3) Replacing radioactive labelling with fluorescent labelling. The increased amount of the DNA interrupetd chains (point 1) above) made it possible to detect the result of the Sanger reactions by adding a base-specific fluorescent dye (or fluorochrome) to it. Fluorochromes are compounds that can emit, under certain conditions, a visible light beam of a specific wavelength, thus of a particular colour. For example, to mark dideoxynucleotide with base A, one could use a fluorochrome that emits green light when excited by a laser beam, while using different fluorochromes to mark dideoxynucleotides with bases G, C, and T, the light emitted could be yellow, blue and red, respectively. The use of flurochromes thus allows the running of the interrupted chains for all four nucleotides in a single lane.

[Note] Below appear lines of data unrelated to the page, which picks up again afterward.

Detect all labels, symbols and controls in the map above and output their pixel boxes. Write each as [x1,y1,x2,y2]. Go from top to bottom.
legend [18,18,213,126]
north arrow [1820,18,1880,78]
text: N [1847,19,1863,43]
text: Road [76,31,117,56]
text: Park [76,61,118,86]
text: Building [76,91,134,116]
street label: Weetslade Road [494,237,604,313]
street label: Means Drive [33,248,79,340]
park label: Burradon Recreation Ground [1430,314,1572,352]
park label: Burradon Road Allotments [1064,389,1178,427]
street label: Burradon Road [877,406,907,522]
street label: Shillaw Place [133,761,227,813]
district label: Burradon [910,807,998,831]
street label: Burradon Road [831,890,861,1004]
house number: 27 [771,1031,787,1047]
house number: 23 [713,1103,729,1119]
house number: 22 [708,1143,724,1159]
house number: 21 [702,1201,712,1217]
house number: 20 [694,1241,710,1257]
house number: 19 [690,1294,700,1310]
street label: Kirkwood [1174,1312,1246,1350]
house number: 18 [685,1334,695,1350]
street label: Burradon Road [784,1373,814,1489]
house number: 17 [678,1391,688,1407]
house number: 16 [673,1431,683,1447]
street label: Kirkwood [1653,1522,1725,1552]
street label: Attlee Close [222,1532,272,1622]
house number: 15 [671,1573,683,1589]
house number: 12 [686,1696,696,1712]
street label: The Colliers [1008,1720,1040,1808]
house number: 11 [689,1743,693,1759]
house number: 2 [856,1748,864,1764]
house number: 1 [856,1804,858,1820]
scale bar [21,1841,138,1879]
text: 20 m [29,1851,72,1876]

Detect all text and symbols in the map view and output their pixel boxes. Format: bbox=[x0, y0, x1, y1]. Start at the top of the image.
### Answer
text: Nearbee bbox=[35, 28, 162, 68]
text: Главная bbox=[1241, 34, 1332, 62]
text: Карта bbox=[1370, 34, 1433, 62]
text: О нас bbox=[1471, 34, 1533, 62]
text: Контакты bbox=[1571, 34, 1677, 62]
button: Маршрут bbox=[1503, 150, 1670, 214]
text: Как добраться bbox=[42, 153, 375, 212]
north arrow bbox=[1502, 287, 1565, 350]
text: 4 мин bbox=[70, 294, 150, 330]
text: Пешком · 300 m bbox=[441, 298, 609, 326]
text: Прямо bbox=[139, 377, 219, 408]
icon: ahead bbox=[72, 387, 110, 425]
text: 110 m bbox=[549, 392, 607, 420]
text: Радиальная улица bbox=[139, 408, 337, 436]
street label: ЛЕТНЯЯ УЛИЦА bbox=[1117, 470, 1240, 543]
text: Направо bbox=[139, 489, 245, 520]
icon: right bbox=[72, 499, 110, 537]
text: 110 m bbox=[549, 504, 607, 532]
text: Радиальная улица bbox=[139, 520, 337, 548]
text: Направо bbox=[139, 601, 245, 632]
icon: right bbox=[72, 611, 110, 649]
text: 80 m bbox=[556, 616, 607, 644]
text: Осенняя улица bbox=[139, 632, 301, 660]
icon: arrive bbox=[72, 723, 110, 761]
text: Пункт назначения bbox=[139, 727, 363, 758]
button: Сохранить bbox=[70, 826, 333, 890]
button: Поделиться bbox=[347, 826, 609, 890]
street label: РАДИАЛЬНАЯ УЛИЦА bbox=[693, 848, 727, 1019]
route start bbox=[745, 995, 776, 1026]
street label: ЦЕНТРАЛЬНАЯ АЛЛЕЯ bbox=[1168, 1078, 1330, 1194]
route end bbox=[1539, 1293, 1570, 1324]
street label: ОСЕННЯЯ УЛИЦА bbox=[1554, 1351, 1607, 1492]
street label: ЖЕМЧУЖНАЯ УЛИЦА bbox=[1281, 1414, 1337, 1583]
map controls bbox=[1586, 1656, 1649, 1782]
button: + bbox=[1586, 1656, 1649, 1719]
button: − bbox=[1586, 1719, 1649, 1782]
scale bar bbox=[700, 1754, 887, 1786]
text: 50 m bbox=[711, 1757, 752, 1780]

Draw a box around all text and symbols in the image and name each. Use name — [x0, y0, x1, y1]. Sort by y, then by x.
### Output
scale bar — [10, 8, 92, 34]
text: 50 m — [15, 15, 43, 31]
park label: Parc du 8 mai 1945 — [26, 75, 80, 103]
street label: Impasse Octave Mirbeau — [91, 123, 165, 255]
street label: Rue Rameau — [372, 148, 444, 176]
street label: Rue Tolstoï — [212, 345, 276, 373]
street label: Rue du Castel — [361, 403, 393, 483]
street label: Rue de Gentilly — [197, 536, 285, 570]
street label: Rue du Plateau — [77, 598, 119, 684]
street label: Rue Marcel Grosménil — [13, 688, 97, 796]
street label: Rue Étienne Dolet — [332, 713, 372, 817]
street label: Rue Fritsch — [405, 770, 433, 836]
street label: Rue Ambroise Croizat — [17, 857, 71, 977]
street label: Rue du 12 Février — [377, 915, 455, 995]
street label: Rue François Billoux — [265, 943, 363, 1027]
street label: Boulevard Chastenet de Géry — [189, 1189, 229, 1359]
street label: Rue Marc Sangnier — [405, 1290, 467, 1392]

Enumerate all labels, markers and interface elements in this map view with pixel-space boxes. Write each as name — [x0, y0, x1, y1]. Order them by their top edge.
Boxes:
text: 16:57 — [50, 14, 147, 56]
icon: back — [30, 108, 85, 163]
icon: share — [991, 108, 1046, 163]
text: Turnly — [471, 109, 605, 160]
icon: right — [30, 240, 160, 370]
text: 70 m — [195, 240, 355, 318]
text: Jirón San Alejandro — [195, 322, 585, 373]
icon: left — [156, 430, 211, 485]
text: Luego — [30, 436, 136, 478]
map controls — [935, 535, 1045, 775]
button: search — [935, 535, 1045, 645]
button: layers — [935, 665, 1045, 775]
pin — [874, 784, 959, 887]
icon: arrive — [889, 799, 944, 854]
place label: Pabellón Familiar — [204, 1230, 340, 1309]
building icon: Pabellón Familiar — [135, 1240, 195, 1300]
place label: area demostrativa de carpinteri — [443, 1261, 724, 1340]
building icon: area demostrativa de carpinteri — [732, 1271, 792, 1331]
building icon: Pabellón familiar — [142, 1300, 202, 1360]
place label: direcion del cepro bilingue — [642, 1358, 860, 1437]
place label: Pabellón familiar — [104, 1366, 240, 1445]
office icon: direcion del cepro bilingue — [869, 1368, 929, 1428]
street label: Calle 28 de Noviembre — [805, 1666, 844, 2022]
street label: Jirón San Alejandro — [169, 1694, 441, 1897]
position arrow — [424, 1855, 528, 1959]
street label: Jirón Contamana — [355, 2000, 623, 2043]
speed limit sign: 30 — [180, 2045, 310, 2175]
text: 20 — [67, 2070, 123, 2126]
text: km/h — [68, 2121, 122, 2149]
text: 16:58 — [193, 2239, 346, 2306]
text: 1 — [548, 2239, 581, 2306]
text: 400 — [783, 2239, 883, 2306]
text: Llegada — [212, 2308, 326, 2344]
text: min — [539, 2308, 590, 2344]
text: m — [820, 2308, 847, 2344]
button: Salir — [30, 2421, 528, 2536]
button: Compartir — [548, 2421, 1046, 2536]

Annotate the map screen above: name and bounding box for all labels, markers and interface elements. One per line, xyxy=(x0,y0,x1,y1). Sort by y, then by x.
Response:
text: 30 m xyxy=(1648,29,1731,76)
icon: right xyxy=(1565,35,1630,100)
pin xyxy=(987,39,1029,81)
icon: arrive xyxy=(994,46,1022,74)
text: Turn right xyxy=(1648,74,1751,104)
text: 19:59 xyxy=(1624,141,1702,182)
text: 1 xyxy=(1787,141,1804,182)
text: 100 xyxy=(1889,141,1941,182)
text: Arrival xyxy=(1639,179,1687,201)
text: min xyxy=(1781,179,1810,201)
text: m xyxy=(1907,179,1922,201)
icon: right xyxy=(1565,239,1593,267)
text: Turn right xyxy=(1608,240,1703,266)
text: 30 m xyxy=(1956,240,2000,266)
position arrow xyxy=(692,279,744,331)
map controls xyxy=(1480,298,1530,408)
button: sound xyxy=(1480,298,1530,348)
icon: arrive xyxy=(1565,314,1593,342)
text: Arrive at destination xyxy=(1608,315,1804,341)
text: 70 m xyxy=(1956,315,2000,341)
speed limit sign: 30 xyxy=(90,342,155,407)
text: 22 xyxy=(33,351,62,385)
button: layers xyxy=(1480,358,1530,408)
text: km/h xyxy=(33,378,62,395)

4) Capillary gel and automation. A substantial technological advance has been the automation of the laboratory procedure, thanks to the spread of automated DNA sequencing machines. These machines are based on a capillary tube that is filled with small amounts of a specially formulated gel. A robotic system then loads the sequencing reaction products into one end of the capillary, which is then subjected to an electric field to separate the molecules. A laser positioned at the opposite end of the capillary induces fluorochrome light emission as DNA molecules of different lengths finish their run, and a detector system identifies and records which dye they bear.
Parallelization may further increase the throughput of the technique: with a 96- or 384- capillary instrument, if each run yields a sequence of 700 nucleotides and each capillary operates three runs a day, about 800,000 bases per day can be sequenced. Even in the ideal case of uninterrupted use of such a sequencer, it would still take about ten years to complete the sequencing of the approximately 3 billion base pairs of a single haploid human genome. This time can, of course, be reduced if one has many of these expensive machines operating in parallel, as in the case of the initial map of the human genome in 2001.
Several groups of researchers then worked on developing techniques that do not require enzymes and are based on innovative principles. Their success since 2008 ("Next Generation Sequencing", NGS) led to a significant reduction in the time required to obtain the results of an experiment, or test, based on DNA sequencing, with important practical implications for the development of genomic medicine.